Uważają za pewniejsze, iż Bóg uznaje tych których napełnia swoim duchem, niż żeby trzeba było przestrzegać zakonu. Wiedzieli, iż celem zakonu był jeno Duch Św.; że zatem, skoro go posiedli bez obrzezania, nie było ono potrzebne.
Fac secundum exemplar quod tibi ostensum est in monte[1].
Religja żydów była tedy ukształtowana na podobieństwo prawdy Mesjaszowej; prawda zaś Mesjaszowa była uznana przez religję żydów, która była jej figurą.

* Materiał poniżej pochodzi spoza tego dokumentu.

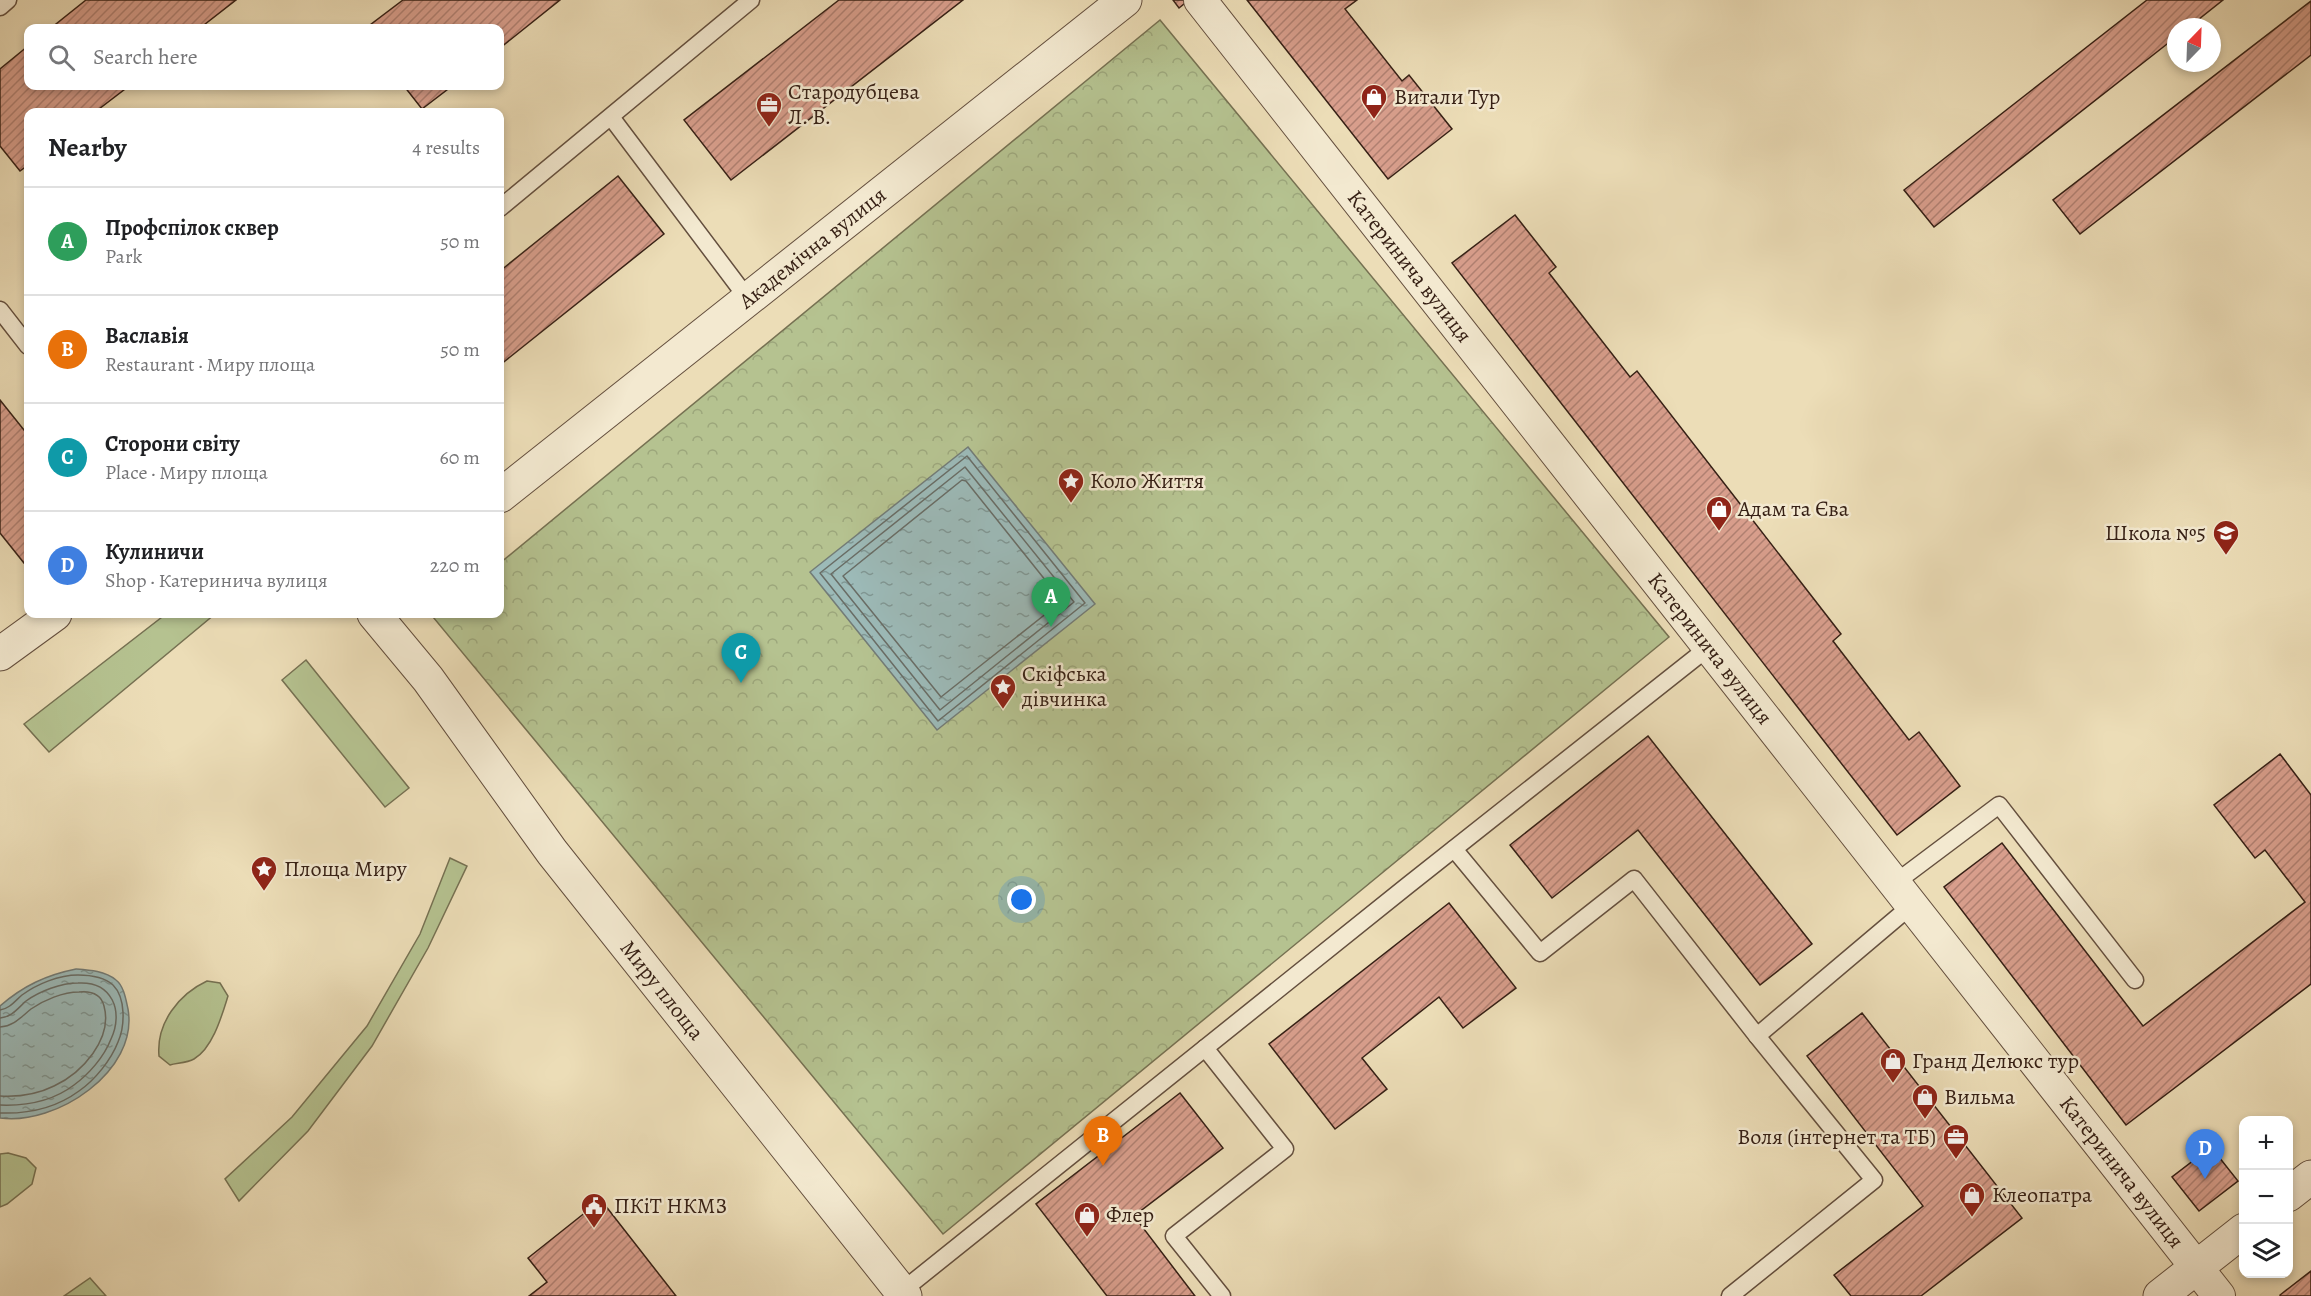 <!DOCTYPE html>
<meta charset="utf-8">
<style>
body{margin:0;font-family:Alegreya,serif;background:#f6f6f6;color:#202124}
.controls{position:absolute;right:18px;bottom:18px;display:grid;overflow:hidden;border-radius:12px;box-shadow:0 3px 9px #0003}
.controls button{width:54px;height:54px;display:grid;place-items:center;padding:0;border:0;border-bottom:2px solid #e0e0e0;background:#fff;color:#202124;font:30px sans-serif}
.compass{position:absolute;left:2167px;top:18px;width:54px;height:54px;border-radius:50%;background:#fff;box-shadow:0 3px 9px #0003;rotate:23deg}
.you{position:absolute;left:1022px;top:900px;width:21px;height:21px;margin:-15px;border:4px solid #fff;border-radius:50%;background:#1a73e8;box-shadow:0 0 0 9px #1a73e833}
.badge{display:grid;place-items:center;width:39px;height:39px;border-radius:50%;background:#8f2418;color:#fff;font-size:20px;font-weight:700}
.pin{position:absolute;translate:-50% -50px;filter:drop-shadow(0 2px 3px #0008)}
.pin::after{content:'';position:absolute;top:32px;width:21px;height:18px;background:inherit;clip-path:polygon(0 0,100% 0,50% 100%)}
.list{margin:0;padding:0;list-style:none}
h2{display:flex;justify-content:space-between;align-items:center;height:78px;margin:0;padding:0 24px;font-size:26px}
h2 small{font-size:20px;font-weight:400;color:#757577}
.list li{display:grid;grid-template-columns:39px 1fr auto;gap:18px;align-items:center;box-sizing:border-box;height:108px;padding:0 24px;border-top:2px solid #e0e0e0}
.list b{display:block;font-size:22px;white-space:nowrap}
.list p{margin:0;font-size:20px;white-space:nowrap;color:#757577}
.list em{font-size:20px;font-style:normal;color:#757577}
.icon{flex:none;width:33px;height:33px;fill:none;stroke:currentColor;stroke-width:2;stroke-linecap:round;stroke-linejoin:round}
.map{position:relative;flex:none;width:2311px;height:1296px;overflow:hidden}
.search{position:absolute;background:#fff;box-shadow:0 3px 9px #0003;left:24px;top:24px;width:480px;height:66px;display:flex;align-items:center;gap:15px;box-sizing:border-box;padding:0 21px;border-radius:12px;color:#757577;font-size:22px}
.panel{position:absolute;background:#fff;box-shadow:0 3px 9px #0003;left:24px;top:108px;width:480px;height:510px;border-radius:12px}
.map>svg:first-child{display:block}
</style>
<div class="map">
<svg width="2311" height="1296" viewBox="0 0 2311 1296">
<defs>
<pattern id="forest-crowns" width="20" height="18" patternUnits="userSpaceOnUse" patternTransform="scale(1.5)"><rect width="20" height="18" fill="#b5c290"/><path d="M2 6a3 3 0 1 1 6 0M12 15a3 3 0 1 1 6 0" fill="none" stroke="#9ca67b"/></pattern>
<pattern id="water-ripples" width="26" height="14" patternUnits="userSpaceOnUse" patternTransform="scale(1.5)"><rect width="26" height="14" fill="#9cbab8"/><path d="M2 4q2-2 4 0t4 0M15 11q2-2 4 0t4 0" fill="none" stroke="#809794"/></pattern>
<pattern id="building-hatch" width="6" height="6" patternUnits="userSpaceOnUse" patternTransform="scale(1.5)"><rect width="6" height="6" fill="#d89e8c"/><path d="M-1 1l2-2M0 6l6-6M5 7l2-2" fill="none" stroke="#b08071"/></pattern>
</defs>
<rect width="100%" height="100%" fill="#ecddb7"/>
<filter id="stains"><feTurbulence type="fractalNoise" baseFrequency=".00333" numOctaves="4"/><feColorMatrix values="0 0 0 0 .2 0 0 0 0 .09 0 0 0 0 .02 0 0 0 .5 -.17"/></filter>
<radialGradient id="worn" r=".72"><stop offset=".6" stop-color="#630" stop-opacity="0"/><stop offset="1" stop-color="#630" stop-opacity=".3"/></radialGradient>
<g fill="#b5c290" stroke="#767152" stroke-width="1.5">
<polygon points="166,614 215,614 49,752 24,724"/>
<polygon points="306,660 409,788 385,807 282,680"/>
<polygon points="450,858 467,866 428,948 372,1046 308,1131 239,1201 225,1179 292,1117 367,1026 420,934"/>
<path d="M 207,981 L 220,983 L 228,996 C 222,1015 213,1048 194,1059 C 187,1063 177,1063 170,1065 L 159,1056 C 156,1023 179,994 207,981 Z"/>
<polygon points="8,1153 26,1158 36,1168 32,1184 7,1204 0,1207 0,1154"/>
<polygon points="90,1278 106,1296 64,1296"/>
</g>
<polygon fill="url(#forest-crowns)" stroke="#767152" stroke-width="1.5" points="1160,20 1669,637 943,1234 433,617 438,614 500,614 500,563"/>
<g fill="url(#water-ripples)" stroke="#737c77" stroke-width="1.5">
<polygon points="968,447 1095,604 937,730 810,572"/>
<path d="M 76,969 C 90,970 105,971 116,980 C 124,986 126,1000 128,1009 C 139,1071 56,1126 0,1118 L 0,1006 C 23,986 46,975 76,969 Z"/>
</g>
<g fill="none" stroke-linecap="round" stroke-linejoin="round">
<g stroke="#696d66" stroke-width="1.5">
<polygon points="967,456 1085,603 938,721 820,573"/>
<polygon points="965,467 1074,602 940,710 831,574"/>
<polygon points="962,480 966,481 1062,601 941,697 843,576"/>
<path d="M 0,1010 C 9,1009 15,1001 22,995 C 37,984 59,975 78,975 C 89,975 104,977 113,985 C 126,998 125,1026 118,1042 C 111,1060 95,1080 79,1091 C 56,1108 27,1114 0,1113"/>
<path d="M 0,1018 C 12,1017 18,1008 26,1001 C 40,991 61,983 78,983 C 112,981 124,1011 111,1039 C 104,1057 89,1074 74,1085 C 53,1101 26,1106 0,1105"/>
<path d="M 0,1027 C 14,1026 21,1017 31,1009 C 44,1000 63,992 79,992 C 90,991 101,994 104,1006 C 113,1039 82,1073 54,1086 C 38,1094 18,1097 0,1096"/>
</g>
</g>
<g fill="url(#building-hatch)" stroke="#362015" stroke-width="1.5">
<polygon points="86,0 236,0 200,28 51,28"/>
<polygon points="403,0 560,0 500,48 500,28 366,28"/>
<polygon points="839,0 963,0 731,180 684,120"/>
<polygon points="1173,0 1189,0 1179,8"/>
<polygon points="1247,0 1357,0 1345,9 1402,81 1409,75 1452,129 1388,179"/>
<polygon points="2147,0 2223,0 2189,27 2176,27 2176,37 1934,227 1904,190"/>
<polygon points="2311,1 2311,55 2080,234 2053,200"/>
<polygon points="28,46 28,86 129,86 95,112 28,112 28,165 20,171 0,146 0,69"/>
<polygon points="404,86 452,86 422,109"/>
<polygon points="618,176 664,234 500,365 500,271"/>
<polygon points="1515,215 1556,267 1549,273 1630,377 1637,371 1841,634 1833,641 1909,740 1919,732 1960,786 1897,835 1452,263"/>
<polygon points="0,400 28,435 28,568 0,533"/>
<polygon points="1648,736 1812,944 1760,985 1638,830 1552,898 1510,845"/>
<polygon points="2280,754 2311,795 2311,984 2126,1125 1944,887 2002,843 2143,1026 2305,902 2265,850 2255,858 2214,805"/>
<polygon points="1449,903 1516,988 1463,1028 1439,997 1362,1058 1387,1089 1335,1129 1269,1044"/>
<polygon points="1862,1013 2022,1218 1921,1296 1851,1296 1834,1275 1923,1206 1807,1056"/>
<polygon points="1180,1093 1223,1148 1134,1216 1195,1296 1107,1296 1036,1204"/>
<polygon points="2211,1147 2238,1181 2199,1211 2172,1177"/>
<polygon points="601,1200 676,1296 529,1296 547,1282 528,1258"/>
<polygon points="2311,1271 2311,1296 2280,1296 2280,1295"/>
</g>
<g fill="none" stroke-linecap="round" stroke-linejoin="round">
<g stroke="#644f3e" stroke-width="19">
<g id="service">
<polyline points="0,7 8,0"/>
<polyline points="611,117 748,299"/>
<polyline points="500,208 751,0"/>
<polyline points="0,310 28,346"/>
<polyline points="1454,849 1540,953 1634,879 1757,1036 1912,905"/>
<polyline points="1895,883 1999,805 2135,980"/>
<polyline points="1205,1048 1285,1149 1174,1236 1222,1296"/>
<polyline points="902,1291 1407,886 1709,647"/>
<polyline points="1730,1296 1874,1180 1757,1036"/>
</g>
</g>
<g stroke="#644f3e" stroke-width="34">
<g id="minor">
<path id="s1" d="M 1200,0 L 2219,1296"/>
</g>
</g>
<g stroke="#644f3e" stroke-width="35">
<g id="tertiary">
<path id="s2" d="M 500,496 L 1125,0"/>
<path id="s3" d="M 374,614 L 428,679 L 552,852 L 905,1296"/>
<polyline points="0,654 55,614"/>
<polyline points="2288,1195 2311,1177"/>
<polyline points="2160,1296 2244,1230"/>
</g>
</g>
<use href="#service" stroke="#f3e9d0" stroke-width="16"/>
<use href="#minor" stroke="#f3e9d0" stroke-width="32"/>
<use href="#tertiary" stroke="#f3e9d0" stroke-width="33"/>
</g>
<defs>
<g id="shop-pin" transform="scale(1.35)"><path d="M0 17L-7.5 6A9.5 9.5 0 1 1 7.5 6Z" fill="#8f2418" stroke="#f3e9d0"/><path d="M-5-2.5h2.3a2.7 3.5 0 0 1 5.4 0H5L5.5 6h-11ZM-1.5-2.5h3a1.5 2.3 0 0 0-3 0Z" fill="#fff"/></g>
<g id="office-pin" transform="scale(1.35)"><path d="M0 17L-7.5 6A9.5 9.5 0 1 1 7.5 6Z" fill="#8f2418" stroke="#f3e9d0"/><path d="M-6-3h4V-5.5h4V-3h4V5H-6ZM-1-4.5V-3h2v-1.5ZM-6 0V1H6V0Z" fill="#fff"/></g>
<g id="sight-pin" transform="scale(1.35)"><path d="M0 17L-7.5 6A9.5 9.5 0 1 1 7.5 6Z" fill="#8f2418" stroke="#f3e9d0"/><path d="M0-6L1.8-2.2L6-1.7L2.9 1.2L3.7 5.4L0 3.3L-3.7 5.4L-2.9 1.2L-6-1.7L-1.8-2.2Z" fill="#fff"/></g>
<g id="school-pin" transform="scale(1.35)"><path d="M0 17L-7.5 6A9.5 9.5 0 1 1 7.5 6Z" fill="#8f2418" stroke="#f3e9d0"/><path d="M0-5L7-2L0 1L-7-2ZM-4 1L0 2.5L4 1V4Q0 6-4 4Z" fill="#fff"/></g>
<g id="civic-pin" transform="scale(1.35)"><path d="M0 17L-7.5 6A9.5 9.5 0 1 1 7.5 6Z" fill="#8f2418" stroke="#f3e9d0"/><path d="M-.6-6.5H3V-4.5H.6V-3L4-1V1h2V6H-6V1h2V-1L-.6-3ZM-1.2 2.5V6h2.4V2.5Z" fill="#fff"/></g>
</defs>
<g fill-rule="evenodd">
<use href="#shop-pin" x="1374" y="97"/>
<use href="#office-pin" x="769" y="105"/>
<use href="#sight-pin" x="1071" y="481"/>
<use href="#shop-pin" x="1719" y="509"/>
<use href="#school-pin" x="2226" y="533"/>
<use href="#sight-pin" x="1003" y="687"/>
<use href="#sight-pin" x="264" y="869"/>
<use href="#shop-pin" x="1893" y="1061"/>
<use href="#shop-pin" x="1925" y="1097"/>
<use href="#office-pin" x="1956" y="1137"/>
<use href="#shop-pin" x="1972" y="1195"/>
<use href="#civic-pin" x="594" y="1206"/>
<use href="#shop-pin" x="1087" y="1215"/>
</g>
<g text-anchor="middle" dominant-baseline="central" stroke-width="5" stroke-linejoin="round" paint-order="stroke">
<g font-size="22" fill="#362015" stroke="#f3e9d0" text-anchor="start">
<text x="788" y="92">Стародубцева<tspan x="788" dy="25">Л. В.</tspan></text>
<text x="1394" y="97">Витали Тур</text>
<text x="1090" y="481">Коло Життя</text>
<text x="1738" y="509">Адам та Єва</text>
<text x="2206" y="533" text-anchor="end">Школа №5</text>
<text x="1022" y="674">Скіфська<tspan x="1022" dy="25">дівчинка</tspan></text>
<text x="284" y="869">Площа Миру</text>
<text x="1912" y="1061">Гранд Делюкс тур</text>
<text x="1944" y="1097">Вильма</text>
<text x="1936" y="1137" text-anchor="end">Воля (інтернет та ТБ)</text>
<text x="1992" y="1195">Клеопатра</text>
<text x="614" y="1206">ПКіТ НКМЗ</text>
<text x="1106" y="1215">Флер</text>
</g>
<g font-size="22" fill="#362015" stroke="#f3e9d0">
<text stroke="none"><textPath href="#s2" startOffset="399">Академічна вулиця</textPath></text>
<text stroke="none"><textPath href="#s1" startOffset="339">Катеринича вулиця</textPath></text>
<text stroke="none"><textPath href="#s1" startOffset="825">Катеринича вулиця</textPath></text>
<text stroke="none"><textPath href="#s3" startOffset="474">Миру площа</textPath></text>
<text stroke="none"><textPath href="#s1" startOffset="1491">Катеринича вулиця</textPath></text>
</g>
</g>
<rect width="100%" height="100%" filter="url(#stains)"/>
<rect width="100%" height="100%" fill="url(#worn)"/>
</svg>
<div class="controls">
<button>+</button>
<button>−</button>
<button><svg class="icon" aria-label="layers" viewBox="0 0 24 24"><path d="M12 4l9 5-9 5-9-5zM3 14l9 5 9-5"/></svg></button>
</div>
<svg class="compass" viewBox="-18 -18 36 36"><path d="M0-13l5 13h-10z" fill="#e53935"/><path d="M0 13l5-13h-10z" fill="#757577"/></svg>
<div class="you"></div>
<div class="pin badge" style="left:1051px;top:627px;background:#2e9e5b">A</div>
<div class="pin badge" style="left:1103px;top:1166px;background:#e8710a">B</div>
<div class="pin badge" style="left:741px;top:683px;background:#0f9aa8">C</div>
<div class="pin badge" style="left:2205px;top:1179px;background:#3f7fe0">D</div>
<div class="search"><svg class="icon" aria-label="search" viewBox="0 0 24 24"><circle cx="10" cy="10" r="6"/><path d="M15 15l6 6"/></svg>Search here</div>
<section class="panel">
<h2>Nearby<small>4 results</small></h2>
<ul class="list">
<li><span class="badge" style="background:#2e9e5b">A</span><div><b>Профспілок сквер</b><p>Park</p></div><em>50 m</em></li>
<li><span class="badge" style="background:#e8710a">B</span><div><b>Ваславія</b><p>Restaurant · Миру площа</p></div><em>50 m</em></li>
<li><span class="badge" style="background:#0f9aa8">C</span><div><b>Сторони світу</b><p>Place · Миру площа</p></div><em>60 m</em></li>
<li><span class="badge" style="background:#3f7fe0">D</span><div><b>Кулиничи</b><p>Shop · Катеринича вулиця</p></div><em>220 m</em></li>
</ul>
</section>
</div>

U żydów, prawda była jeno figuryczna; w niebie jest ona jawna.
W Kościele jest ona zakryta, i poznana przez związek z figurą.
Figura została uczyniona wedle prawdy, a prawda poznana wedle figury.
Św. Paweł powiada sam, iż ludzie będą bronić małżeństw, i sam mówi o tem do Koryntów w sposób który jest pułapką[2]; gdyby bowiem prorok powiedział jedno, a św. Paweł później drugie, oskarżanoby go.
Obrazowe. — „Czyń wszystkie rzeczy wedle wzoru jaki ci ukazano na górze”[3]. Na co św. Paweł powiada, iż żydzi odmalowali rzeczy niebiańskie.
A mimo to, ten Testament, uczyniony aby oślepić jednych a oświecić drugich, znaczył, w tych właśnie których oślepiał, prawdę, którą tamci drudzy mieli poznać. Dobra bowiem widzialne, które otrzymywali od Boga, były tak wielkie i boskie, iż widać było dobrze, jako miał moc dać im niewidzialne, i Mesjasza.
Natura bowiem jest obrazem łaski, a cuda widzialne są obrazem niewidzialnych. Ut sciatis... tibi dico: Surge[4].